Filter the listing below down to the lines containing the word "lane".

> [Given records]
▬▬▬

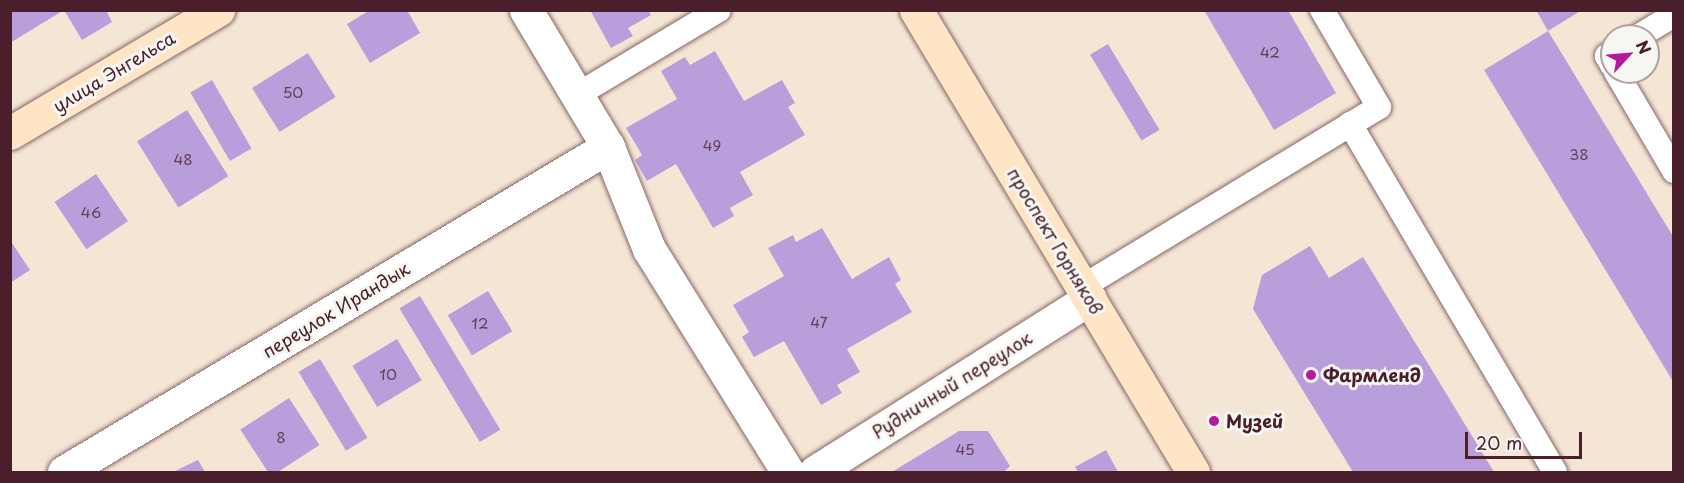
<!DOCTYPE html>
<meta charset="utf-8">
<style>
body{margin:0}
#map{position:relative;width:1684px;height:483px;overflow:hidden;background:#f4e6d5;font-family:"Playpen Sans",sans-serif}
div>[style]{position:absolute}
.building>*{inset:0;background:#b89fdb;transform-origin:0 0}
.roads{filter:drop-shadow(0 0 2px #866566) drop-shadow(0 0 2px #866566)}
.lane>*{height:24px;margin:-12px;padding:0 12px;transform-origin:12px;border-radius:12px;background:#fff}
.street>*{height:33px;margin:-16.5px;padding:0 16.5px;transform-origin:16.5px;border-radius:16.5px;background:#fff}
.secondary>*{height:33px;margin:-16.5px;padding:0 16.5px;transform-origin:16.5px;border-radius:16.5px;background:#fde5c5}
.dots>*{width:16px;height:16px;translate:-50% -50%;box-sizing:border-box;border:3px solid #f6f6f2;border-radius:50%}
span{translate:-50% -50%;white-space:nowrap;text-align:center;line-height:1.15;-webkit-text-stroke:6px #f6f6f2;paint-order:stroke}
.number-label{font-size:15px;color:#663f57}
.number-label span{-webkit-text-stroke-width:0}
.street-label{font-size:18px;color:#4a1f2b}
.poi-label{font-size:18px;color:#4a1f2b;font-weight:700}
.left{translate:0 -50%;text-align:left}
.frame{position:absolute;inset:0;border:12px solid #4a1f2b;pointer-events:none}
.north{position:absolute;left:1600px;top:24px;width:60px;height:60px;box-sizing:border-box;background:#f6f6f2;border:2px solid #b1a0a2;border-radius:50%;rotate:64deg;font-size:16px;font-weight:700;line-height:24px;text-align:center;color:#4a1f2b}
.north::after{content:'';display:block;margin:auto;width:21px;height:27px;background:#b5179e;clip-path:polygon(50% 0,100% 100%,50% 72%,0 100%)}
.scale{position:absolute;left:1465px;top:432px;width:117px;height:27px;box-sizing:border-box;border:3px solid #4a1f2b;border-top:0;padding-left:8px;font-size:18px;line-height:21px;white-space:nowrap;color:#4a1f2b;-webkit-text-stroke:4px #f6f6f2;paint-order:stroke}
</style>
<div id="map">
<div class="building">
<div style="clip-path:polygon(10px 10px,64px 10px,10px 43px)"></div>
<div style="clip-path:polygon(64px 10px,106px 10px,112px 22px,82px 40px)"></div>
<div style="clip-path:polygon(370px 10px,407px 10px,420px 33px,370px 63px,347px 24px)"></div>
<div style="clip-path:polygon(590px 10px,648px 10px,651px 15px,628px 28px,633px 36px,611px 48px)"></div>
<div style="clip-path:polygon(1204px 10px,1288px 10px,1336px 93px,1274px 130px)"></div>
<div style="clip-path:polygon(1536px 10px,1582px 10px,1548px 31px)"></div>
<div style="clip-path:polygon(1548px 31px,1674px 238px,1674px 383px,1484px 70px)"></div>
<div style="left:1108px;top:44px;width:100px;height:21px;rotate:59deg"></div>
<div style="clip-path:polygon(715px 51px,744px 101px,782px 80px,795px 103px,788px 107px,805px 135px,740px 172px,753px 195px,730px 208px,734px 216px,713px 228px,676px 164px,647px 181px,635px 160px,642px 155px,626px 128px,677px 99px,661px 71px,685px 57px,690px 65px)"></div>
<div style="left:308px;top:53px;width:52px;height:66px;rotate:58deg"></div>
<div style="left:212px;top:80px;width:79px;height:25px;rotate:60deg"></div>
<div style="left:187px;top:110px;width:78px;height:59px;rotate:58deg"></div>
<div style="left:96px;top:174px;width:57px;height:50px;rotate:56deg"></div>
<div style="clip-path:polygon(822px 228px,852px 279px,889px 257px,901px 280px,895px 284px,912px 312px,847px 349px,860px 372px,837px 385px,842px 393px,821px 405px,784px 341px,754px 357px,742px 337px,749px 332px,733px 305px,784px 276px,768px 248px,793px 235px,796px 242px)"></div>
<div style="clip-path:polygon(10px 240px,30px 270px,10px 283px)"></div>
<div style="clip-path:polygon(1310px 246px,1329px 278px,1363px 257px,1494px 472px,1353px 472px,1253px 309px,1262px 275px)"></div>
<div style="left:488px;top:291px;width:47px;height:47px;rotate:59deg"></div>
<div style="left:420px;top:296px;width:156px;height:24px;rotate:59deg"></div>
<div style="left:397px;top:339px;width:48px;height:52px;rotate:59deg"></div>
<div style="left:320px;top:359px;width:92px;height:25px;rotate:59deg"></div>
<div style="left:289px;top:398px;width:56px;height:58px;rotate:57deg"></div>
<div style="clip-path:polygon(959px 431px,988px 431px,1010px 466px,1004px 472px,892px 472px)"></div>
<div style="clip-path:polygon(1106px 450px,1118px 472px,1078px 472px,1075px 467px)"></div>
<div style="clip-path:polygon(198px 460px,205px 472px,173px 472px)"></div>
</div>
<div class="roads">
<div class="lane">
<div style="left:1639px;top:36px;width:41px;rotate:-31deg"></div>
<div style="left:1612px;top:53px;width:6px;rotate:149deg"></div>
<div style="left:1607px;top:56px;width:10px;rotate:61deg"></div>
<div style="left:1616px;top:72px;width:115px;rotate:59.6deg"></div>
<div style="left:577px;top:95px;width:165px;rotate:-30.9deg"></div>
<div style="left:1350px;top:124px;width:404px;rotate:59.5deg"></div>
<div style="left:1082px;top:287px;width:347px;rotate:-31.2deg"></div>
<div style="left:1379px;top:107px;width:113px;rotate:-120.4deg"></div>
</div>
<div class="street">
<div style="left:526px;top:10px;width:160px;rotate:59.1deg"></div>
<div style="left:608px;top:147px;width:110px;rotate:68.1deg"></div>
<div style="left:649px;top:249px;width:263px;rotate:58.1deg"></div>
<div style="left:64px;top:472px;width:634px;rotate:-30.86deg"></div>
<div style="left:815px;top:472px;width:325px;rotate:-32.3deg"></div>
</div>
<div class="secondary">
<div style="left:916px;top:10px;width:539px;rotate:59.05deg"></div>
<div style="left:10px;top:133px;width:242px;rotate:-30.6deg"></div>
</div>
</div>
<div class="dots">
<div style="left:1311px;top:375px;background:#b5179e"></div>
<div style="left:1214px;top:421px;background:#b5179e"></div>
</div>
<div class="number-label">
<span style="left:1270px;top:52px">42</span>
<span style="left:293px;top:92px">50</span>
<span style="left:712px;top:145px">49</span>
<span style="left:1579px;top:154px">38</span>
<span style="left:183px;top:159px">48</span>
<span style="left:91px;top:212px">46</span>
<span style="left:819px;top:322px">47</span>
<span style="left:480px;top:323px">12</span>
<span style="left:388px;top:374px">10</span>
<span style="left:281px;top:437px">8</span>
<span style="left:965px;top:449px">45</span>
</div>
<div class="street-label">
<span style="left:114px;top:72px;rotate:-31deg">улица Энгельса</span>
<span style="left:1055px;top:241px;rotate:59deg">проспект Горняков</span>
<span style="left:336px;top:310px;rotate:-31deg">переулок Ирандык</span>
<span style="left:952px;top:385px;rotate:-32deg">Рудничный переулок</span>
</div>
<div class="poi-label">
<span class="left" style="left:1323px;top:375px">Фармленд</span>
<span class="left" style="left:1226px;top:421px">Музей</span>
</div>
<div class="frame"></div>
<div class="north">N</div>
<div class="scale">20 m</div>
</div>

▬▬▬

> [Answer]
.lane>*{height:24px;margin:-12px;padding:0 12px;transform-origin:12px;border-radius:12px;background:#fff}
<div class="lane">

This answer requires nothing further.